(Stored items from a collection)

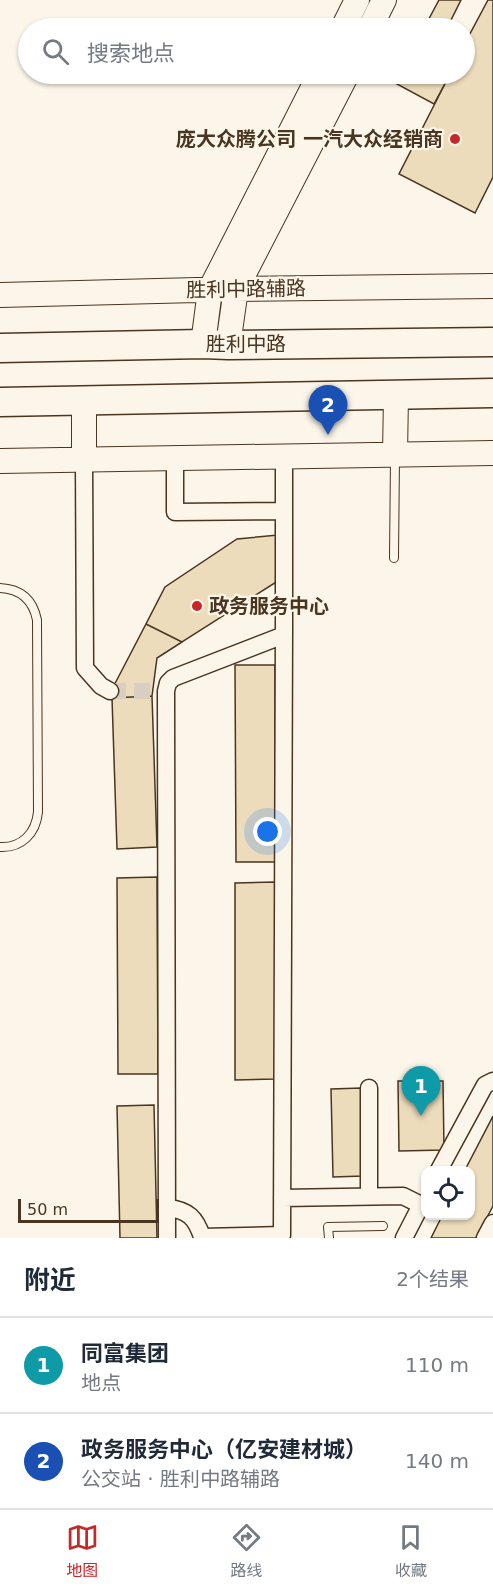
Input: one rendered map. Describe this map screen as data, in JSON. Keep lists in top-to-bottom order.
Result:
{
  "streets": {
    "highway": ["胜利中路"],
    "main road": ["胜利中路辅路"]
  },
  "places": ["庞大众腾公司 一汽大众经销商", "政务服务中心"],
  "scale_bar": "50 m",
  "page": {
    "search": "搜索地点",
    "pins": ["2", "1"],
    "scale": "50 m",
    "heading": ["附近", "2个结果"],
    "list": [
      {
        "mark": "1",
        "name": "同富集团",
        "note": "地点",
        "value": "110 m"
      },
      {
        "mark": "2",
        "name": "政务服务中心（亿安建材城）",
        "note": "公交站 · 胜利中路辅路",
        "value": "140 m"
      }
    ],
    "nav": ["地图", "路线", "收藏"]
  }
}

### [TASK BRIEF]
The copy you produce must repeat all the entries exactly and contain no pictures.

### [ANSWER BOX]
Input: one rendered map. Describe this map screen as data, in JSON. Keep lists in top-to-bottom order.
Result:
{
  "streets": {
    "highway": ["胜利中路"],
    "main road": ["胜利中路辅路"]
  },
  "places": ["庞大众腾公司 一汽大众经销商", "政务服务中心"],
  "scale_bar": "50 m",
  "page": {
    "search": "搜索地点",
    "pins": ["2", "1"],
    "scale": "50 m",
    "heading": ["附近", "2个结果"],
    "list": [
      {
        "mark": "1",
        "name": "同富集团",
        "note": "地点",
        "value": "110 m"
      },
      {
        "mark": "2",
        "name": "政务服务中心（亿安建材城）",
        "note": "公交站 · 胜利中路辅路",
        "value": "140 m"
      }
    ],
    "nav": ["地图", "路线", "收藏"]
  }
}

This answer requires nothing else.